While the Mother Church prays also for sinners, it does not teach nor promise that those who departed unrepentant will receive forgiveness of sins. Also, the Fathers, who are made wise by God and who advise us to pray for the sinners, do not support the view that with these prayers and memorials will we absolve them from the sufferings of Hades or remove them from the place of punishment to Paradise. They only note that those who depart from this life with their sins, receive through all of these prayers a certain consolation..."
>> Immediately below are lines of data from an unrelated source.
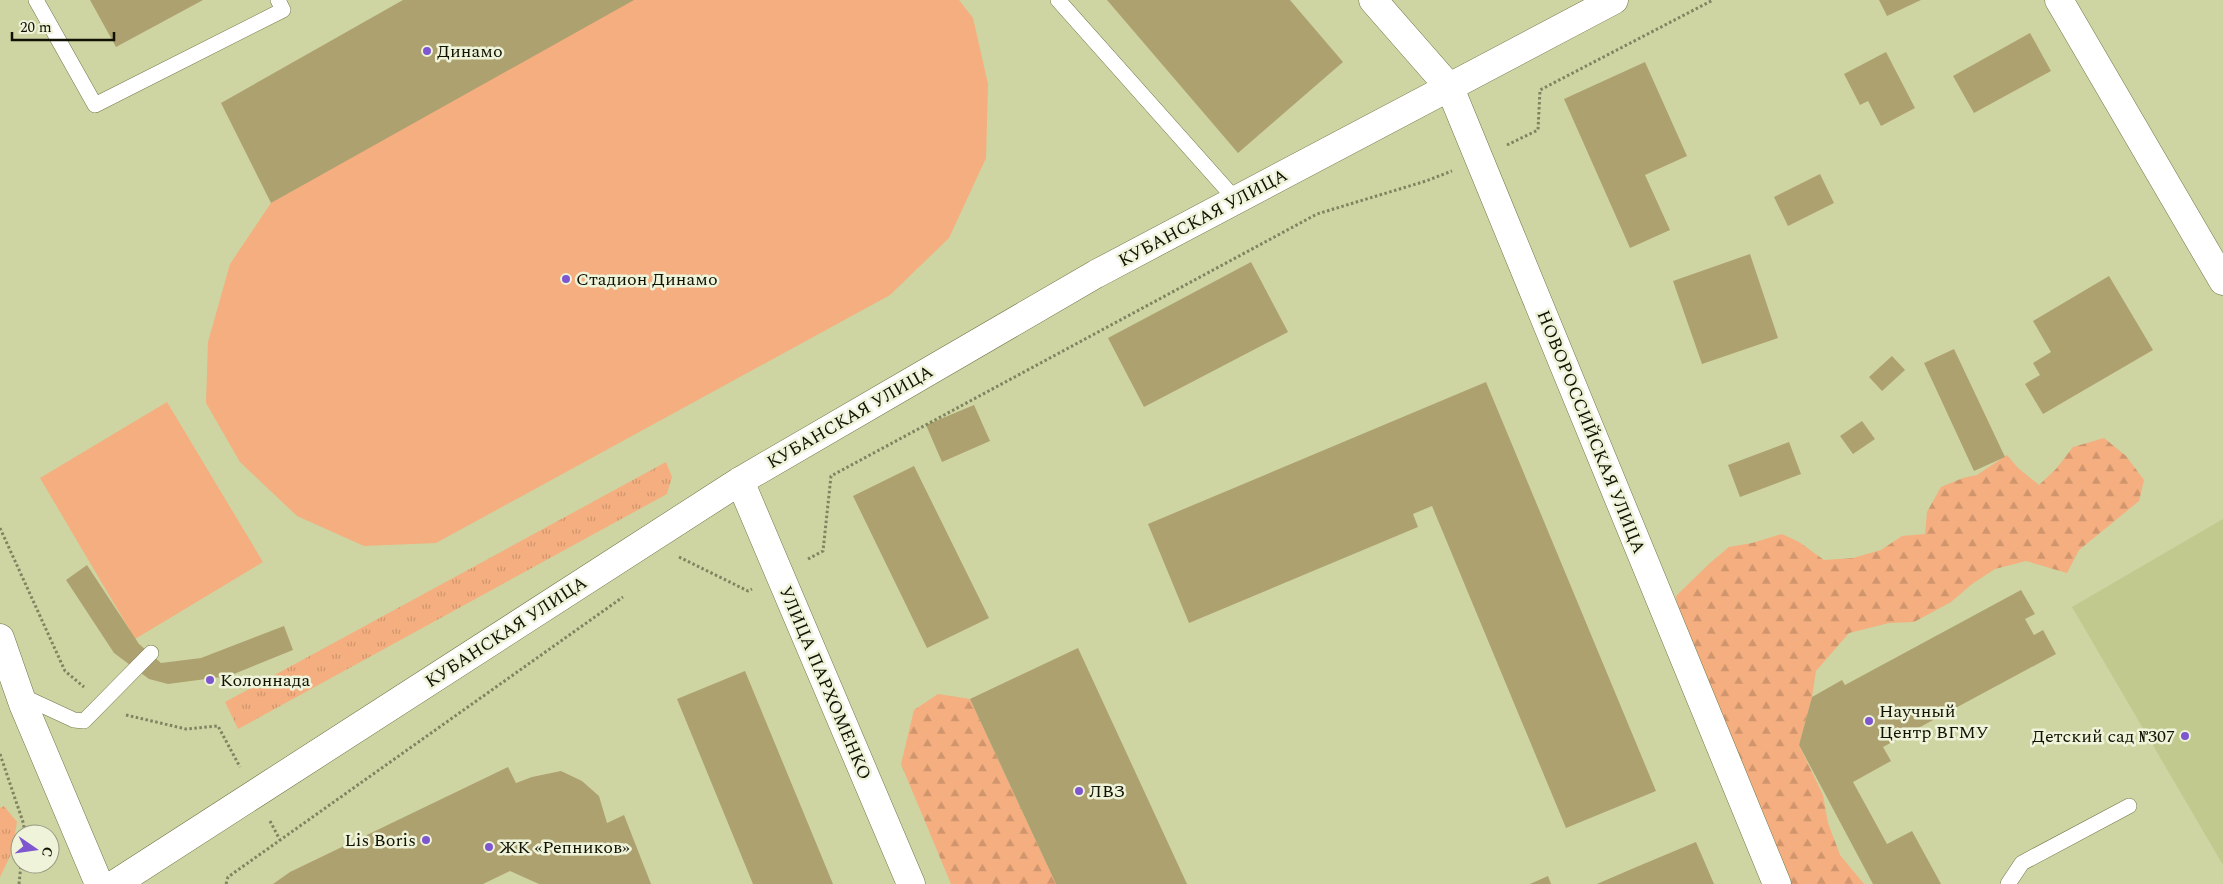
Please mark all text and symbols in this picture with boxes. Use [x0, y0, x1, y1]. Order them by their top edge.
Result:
scale bar [12, 10, 115, 42]
text: 20 m [20, 16, 52, 39]
place label: Динамо [437, 38, 503, 65]
marker: Динамо [421, 45, 433, 57]
street label: КУБАНСКАЯ УЛИЦА [1114, 162, 1292, 274]
place label: Стадион Динамо [576, 266, 718, 293]
marker: Стадион Динамо [560, 273, 572, 285]
street label: НОВОРОССИЙСКАЯ УЛИЦА [1530, 306, 1652, 558]
street label: КУБАНСКАЯ УЛИЦА [762, 358, 938, 476]
street label: КУБАНСКАЯ УЛИЦА [420, 569, 592, 695]
street label: УЛИЦА ПАРХОМЕНКО [772, 582, 878, 784]
place label: Колоннада [220, 667, 310, 694]
marker: Колоннада [204, 674, 216, 686]
place label: Научный Центр ВГМУ [1879, 698, 1989, 746]
marker: Научный Центр ВГМУ [1863, 715, 1875, 727]
place label: Детский сад №307 [2032, 723, 2175, 750]
marker: Детский сад №307 [2179, 730, 2191, 742]
place label: ЛВЗ [1089, 778, 1125, 805]
marker: ЛВЗ [1073, 785, 1085, 797]
north arrow [10, 824, 60, 874]
place label: Lis Boris [344, 827, 416, 854]
marker: Lis Boris [420, 834, 432, 846]
place label: ЖК «Репников» [499, 834, 630, 861]
marker: ЖК «Репников» [483, 841, 495, 853]
text: С [36, 845, 59, 859]

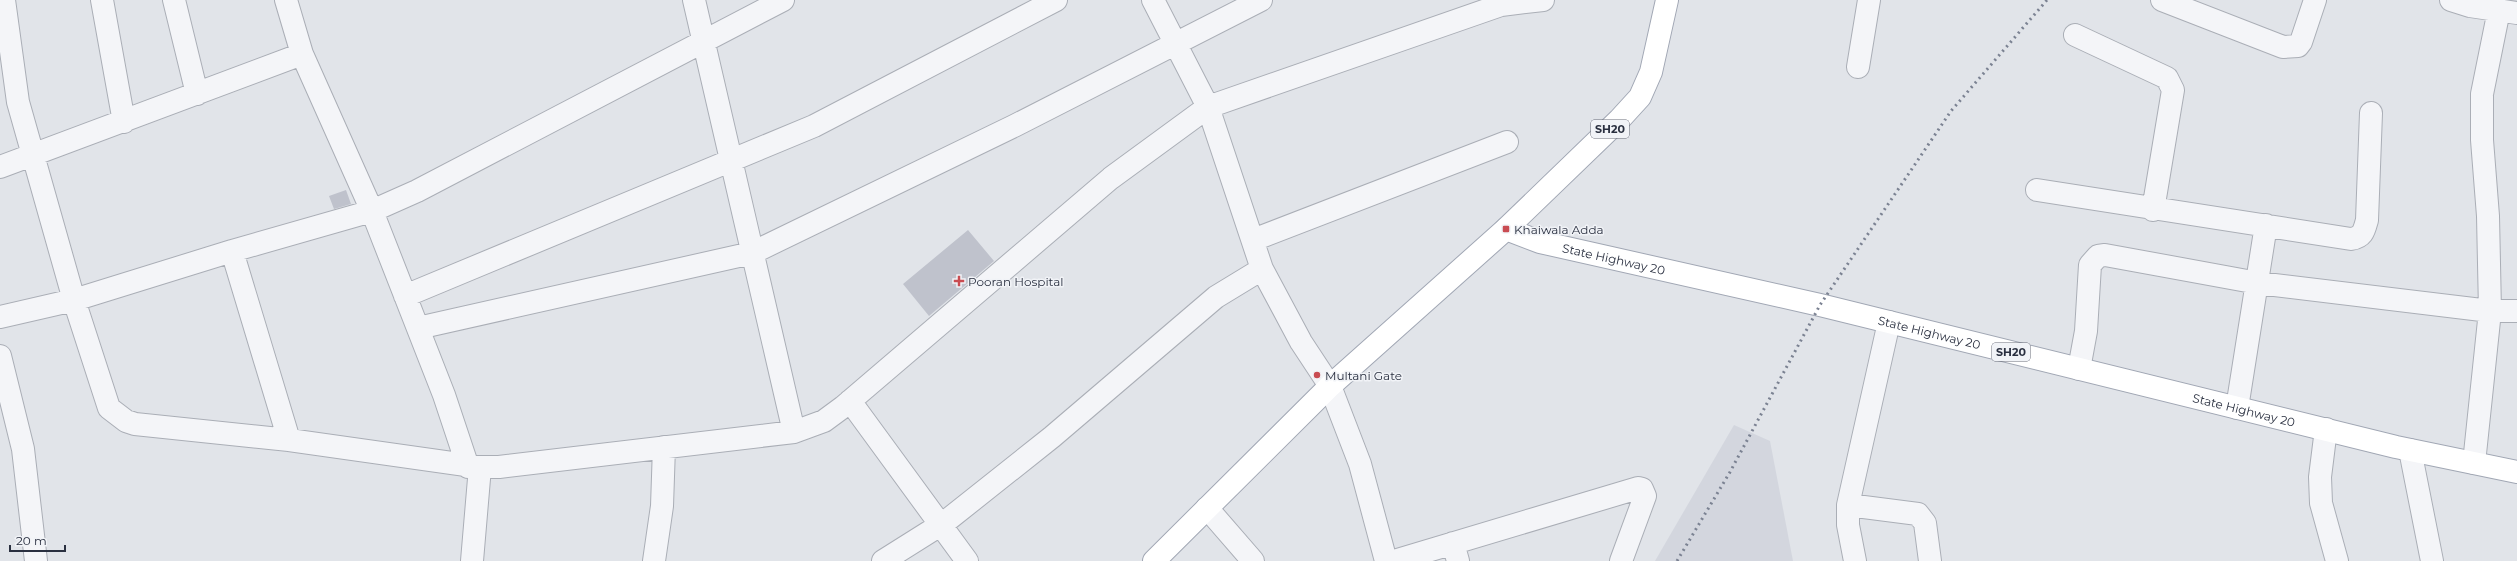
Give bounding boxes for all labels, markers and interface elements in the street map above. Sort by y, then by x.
road number: SH20 [1591,120,1629,138]
place label: Khaiwala Adda [1514,222,1604,237]
marker: Khaiwala Adda [1501,224,1511,234]
street label: State Highway 20 [1561,240,1667,277]
place label: Pooran Hospital [968,274,1064,289]
marker: Pooran Hospital [953,275,965,287]
street label: State Highway 20 [1877,312,1982,352]
road number: SH20 [1992,343,2030,361]
place label: Multani Gate [1325,368,1402,383]
marker: Multani Gate [1312,370,1322,380]
street label: State Highway 20 [2191,390,2297,429]
scale bar [10,527,65,553]
text: 20 m [16,533,47,548]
Regarding purgatory, Vassiliadis' comments boil down to these points:

1. The fires of purgatory happen as a result of penances not being completed, and in the Latin language, of full atonement not having been made for sins. The implication could be drawn that a full atonement has not been made by the redemptive work of Christ.

2. It means that when we confess our sins and receive Christ's absolution, we aren't really forgiven and it isn't finished until the penance is made. By contrast, any discipline placed on one by a father-confessor in the Orthodox tradition are pedagogical means and therapeutic medicines which the priest as a compassionate father and experienced spiritual physician, imposes, in order to help the penitent become fruitful in works worthy of his repentance.

3. The punishing fires of purgatory affect only the soul, and not "the body which was used as an instrument for committing the sin", which remains unpunished. By Orthodox lights, a person neither experiences full bliss nor full torment until the soul is reunited with the body at the Last Judgment after the resurrection.

In summary, the heart of at least some Orthodox objections to the idea of purgatory is portraying this as punishment that needs to be completed, that involves suffering and pain. Its being linked to uncompleted penances that need to be "paid up" and completed is outside the pale of Orthodox thought. I would add that according to this doctrine, it would seem that once the purgatorial time is completed, whether by the passage of time, or by the application of a plenary indulgence, there is really no further benefit to praying for the departed. By contrast, the Orthodox perspective is that the dead continue to benefit, in an undefined and unguaranteed way, from our prayers until the time of the Last Judgment.

This is yet another example of a place where the Orthodox Church finds that in the course of attempting to over-define a doctrine, the point to the traditional teachings and practices can actually be lost.